Across the listing below, how many lines hold "lists"? Reply with the number by itself.

BEGIN

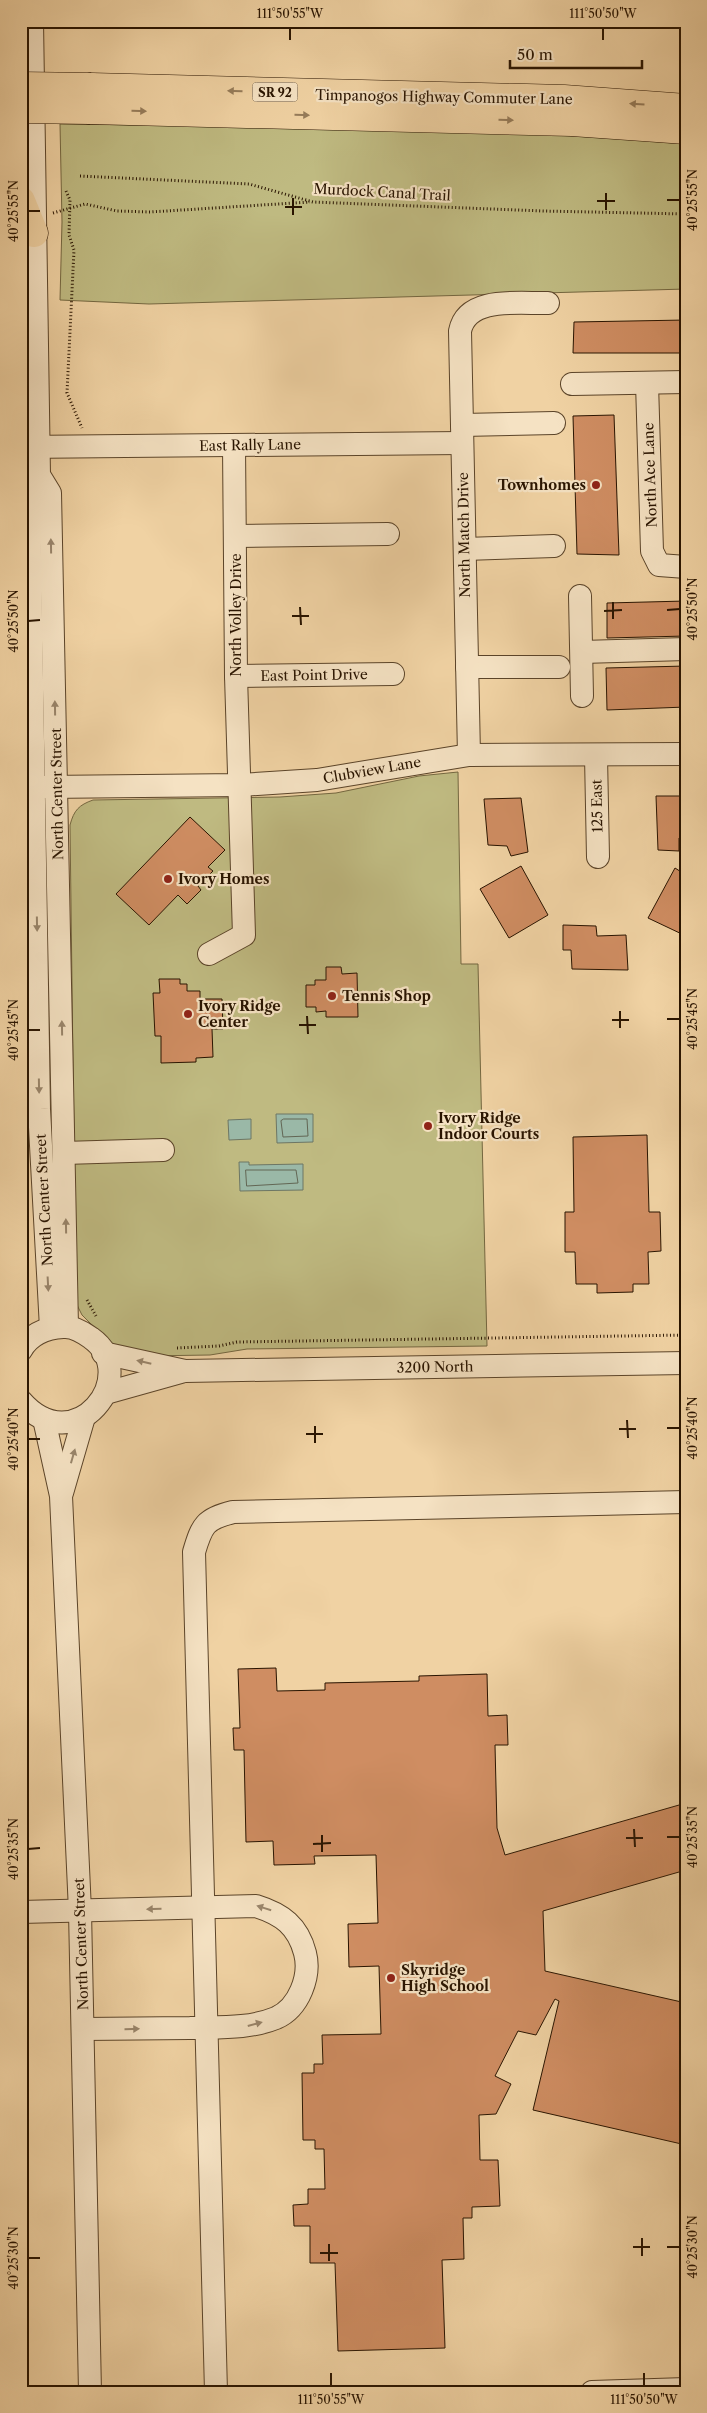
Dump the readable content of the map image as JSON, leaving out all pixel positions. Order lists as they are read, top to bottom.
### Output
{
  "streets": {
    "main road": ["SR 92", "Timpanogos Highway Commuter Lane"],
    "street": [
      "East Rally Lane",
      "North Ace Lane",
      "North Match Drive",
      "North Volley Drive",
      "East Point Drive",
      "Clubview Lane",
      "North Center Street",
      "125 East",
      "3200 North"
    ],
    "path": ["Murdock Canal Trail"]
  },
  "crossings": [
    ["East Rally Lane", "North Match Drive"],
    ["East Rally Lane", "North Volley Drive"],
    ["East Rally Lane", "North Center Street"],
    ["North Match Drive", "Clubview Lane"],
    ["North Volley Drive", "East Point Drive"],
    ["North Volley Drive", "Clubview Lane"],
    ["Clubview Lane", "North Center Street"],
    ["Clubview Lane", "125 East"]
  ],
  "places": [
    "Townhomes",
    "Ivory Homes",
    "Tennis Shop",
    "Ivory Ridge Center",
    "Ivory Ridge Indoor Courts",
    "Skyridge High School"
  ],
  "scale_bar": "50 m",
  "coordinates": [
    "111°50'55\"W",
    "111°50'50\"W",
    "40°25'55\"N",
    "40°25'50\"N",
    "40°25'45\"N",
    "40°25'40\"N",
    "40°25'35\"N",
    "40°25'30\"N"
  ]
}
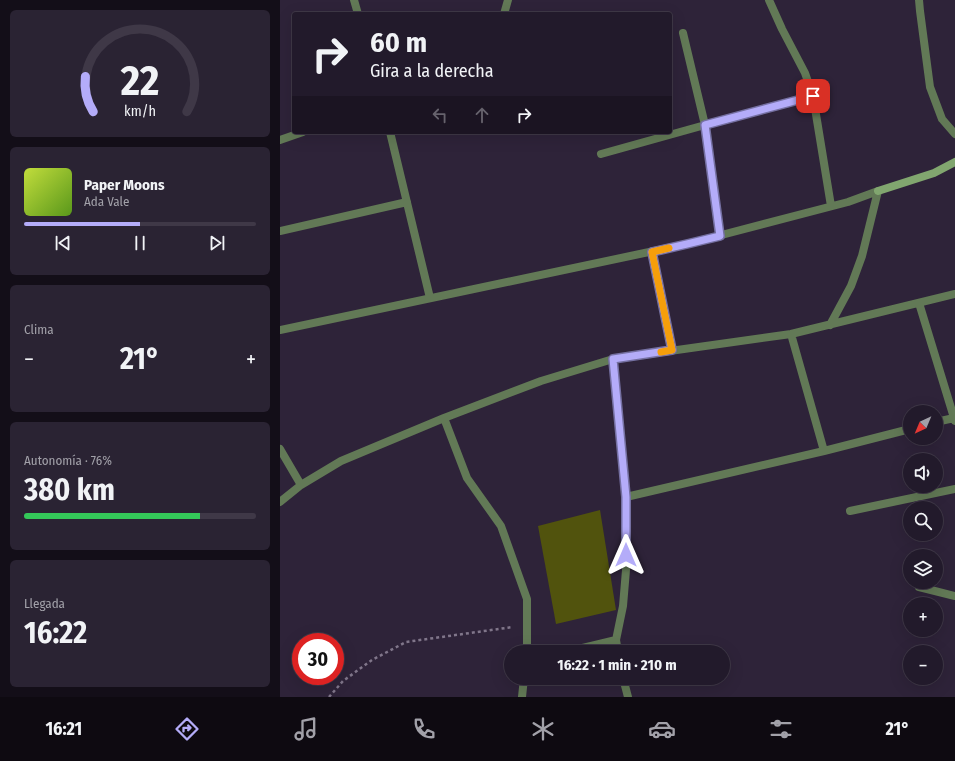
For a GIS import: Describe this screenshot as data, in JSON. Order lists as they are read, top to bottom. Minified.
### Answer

END

Exercise response:
2